True but not entirely relevant.

Campy themselves changed over to the Shimano std. 5.9mm several years ago when we all realized it worked better than their 6.2mm chain on a 10-speed setup.

Any current 10-speed chain is going to be 5.9mm, and so therefore are the links. Which is to the OP's point. He's not trying to connect a 5 year old chain, he's looking for a new chain that will work OK - and any of them will.

Any "original" Campy 10-spd chains still out there are going to be old stock, I'd advise people to stay away unless it's the newer 5.9mm Ultra narrow version.


----------



## martinrjensen

Well the fact is that I have an old stock fairly new 10 spd chain and I didn't realize it till I bought the wrong master link for it so it can happen. It won't happen again of course.


bikerjulio said:


> True but not entirely relevant.
> 
> Campy themselves changed over to the Shimano std. 5.9mm several years ago when we all realized it worked better than their 6.2mm chain on a 10-speed setup.
> 
> Any current 10-speed chain is going to be 5.9mm, and so therefore are the links. Which is to the OP's point. He's not trying to connect a 5 year old chain, he's looking for a new chain that will work OK - and any of them will.
> 
> Any "original" Campy 10-spd chains still out there are going to be old stock, I'd advise people to stay away unless it's the newer 5.9mm Ultra narrow version.


----------



## flatlander_48

Sven_Nijs said:


> As others have said, whatever 10spd chain takes your fancy in your price range. I'm using KMC X10.93 at the moment (with a spare on the way) but have used Wippermann Connex 10s8 successfully in the past too.
> A chain is only as good as the person maintaining it...


On my previous 10sp Centaur and Centaur/Chorus mix set ups, I used a Wippermann chain with the Connex link. I ran it for maybe 5000 miles before going to 11sp Chorus. The shift performance of the Wippermann seemed pretty comparable to me.


----------



## Chris-X

MR2Xiong said:


> Hello Campagnolo lovers! I been searching on this forum about chain options for 10 speed Campy. From what I read and heard, using a KMC quick link is a good option to use to connect a Campy chain. I was also told by a LBS that it is possible to use any 10 speed chain since they and any other LBS near by, did not have a correct quick link for a Campy chain. Is that true? I'm running a 2011 Centaur cassette with Veloce derailluers.


After exclusively running Campy 10 chains for years, I'm now riding a KMC X10SL gold with quick link. 

Chain is comparable after about 1k miles. Quick link is very good.
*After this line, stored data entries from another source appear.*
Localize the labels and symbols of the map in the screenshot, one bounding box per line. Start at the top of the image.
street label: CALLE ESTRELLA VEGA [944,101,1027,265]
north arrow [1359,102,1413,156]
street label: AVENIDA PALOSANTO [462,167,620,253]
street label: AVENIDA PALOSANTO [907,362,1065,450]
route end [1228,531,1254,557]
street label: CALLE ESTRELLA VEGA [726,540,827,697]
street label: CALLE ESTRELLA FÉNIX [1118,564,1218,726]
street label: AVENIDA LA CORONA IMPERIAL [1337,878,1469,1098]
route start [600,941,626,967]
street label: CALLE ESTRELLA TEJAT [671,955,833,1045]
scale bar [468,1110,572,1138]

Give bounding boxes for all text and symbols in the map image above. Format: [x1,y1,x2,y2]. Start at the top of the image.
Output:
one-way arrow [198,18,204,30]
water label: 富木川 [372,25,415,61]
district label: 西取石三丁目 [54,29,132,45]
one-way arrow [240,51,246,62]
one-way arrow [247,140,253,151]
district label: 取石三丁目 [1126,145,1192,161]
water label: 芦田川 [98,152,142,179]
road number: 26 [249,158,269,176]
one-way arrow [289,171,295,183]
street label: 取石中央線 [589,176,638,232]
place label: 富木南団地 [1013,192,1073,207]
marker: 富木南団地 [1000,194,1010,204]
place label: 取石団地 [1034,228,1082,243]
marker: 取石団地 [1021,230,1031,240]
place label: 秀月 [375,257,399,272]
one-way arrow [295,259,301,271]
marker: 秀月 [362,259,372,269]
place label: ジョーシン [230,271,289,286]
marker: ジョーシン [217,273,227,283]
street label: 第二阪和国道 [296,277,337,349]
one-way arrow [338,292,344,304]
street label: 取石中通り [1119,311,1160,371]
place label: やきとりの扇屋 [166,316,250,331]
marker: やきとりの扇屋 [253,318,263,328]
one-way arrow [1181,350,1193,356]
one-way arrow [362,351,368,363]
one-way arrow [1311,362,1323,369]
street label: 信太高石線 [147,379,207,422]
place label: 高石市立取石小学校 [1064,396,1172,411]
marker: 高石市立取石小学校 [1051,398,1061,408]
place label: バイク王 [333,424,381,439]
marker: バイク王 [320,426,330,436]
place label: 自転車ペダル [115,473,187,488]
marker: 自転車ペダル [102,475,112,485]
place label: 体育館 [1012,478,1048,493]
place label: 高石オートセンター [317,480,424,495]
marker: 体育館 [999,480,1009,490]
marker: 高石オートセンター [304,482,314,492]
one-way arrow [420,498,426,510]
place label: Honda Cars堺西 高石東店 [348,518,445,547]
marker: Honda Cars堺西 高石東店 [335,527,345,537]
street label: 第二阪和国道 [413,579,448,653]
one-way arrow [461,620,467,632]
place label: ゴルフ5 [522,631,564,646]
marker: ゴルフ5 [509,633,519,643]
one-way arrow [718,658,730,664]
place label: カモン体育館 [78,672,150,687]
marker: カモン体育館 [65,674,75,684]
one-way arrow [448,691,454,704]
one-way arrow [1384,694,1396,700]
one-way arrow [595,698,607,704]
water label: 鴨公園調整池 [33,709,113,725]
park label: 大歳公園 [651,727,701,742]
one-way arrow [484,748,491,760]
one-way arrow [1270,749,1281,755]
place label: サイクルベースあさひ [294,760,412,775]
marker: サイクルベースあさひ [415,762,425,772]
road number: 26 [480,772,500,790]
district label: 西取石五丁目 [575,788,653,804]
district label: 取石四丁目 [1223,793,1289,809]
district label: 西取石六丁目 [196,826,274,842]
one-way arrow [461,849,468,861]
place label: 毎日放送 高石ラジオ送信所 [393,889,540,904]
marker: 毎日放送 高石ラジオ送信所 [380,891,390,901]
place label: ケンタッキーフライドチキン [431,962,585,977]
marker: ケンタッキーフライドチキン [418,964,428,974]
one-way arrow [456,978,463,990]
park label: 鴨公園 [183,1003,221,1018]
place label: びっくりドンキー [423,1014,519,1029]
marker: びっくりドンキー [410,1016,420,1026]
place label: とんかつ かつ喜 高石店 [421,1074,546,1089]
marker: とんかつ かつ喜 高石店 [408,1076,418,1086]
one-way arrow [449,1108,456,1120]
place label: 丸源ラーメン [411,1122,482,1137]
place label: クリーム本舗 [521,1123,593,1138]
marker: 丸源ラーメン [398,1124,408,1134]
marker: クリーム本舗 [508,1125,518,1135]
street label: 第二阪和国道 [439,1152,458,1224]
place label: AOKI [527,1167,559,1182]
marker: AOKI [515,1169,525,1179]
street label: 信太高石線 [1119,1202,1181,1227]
Park tool works well to take the chain apart. It's much easier to clean all drivetrain components thoroughly when you remove the chain IMHO.


----------



## Golfguy

I have used Mavic, SRAM and KMC on my 10 speed Campy rigs. By far, my favorite is the KMC. Quieter, reasonably priced, and the links can be reused, unlike the SRAM which are recommended for single use.


----------



## flatlander_48

Chris-X said:


> After exclusively running Campy 10 chains for years, I'm now riding a KMC X10SL gold with quick link.
> 
> Chain is comparable after about 1k miles. Quick link is very good. Park tool works well to take the chain apart. *It's much easier to clean all drivetrain components thoroughly when you remove the chain IMHO.*


It all is a major benefit when you disassemble a bike with a separable frame and pack it...


----------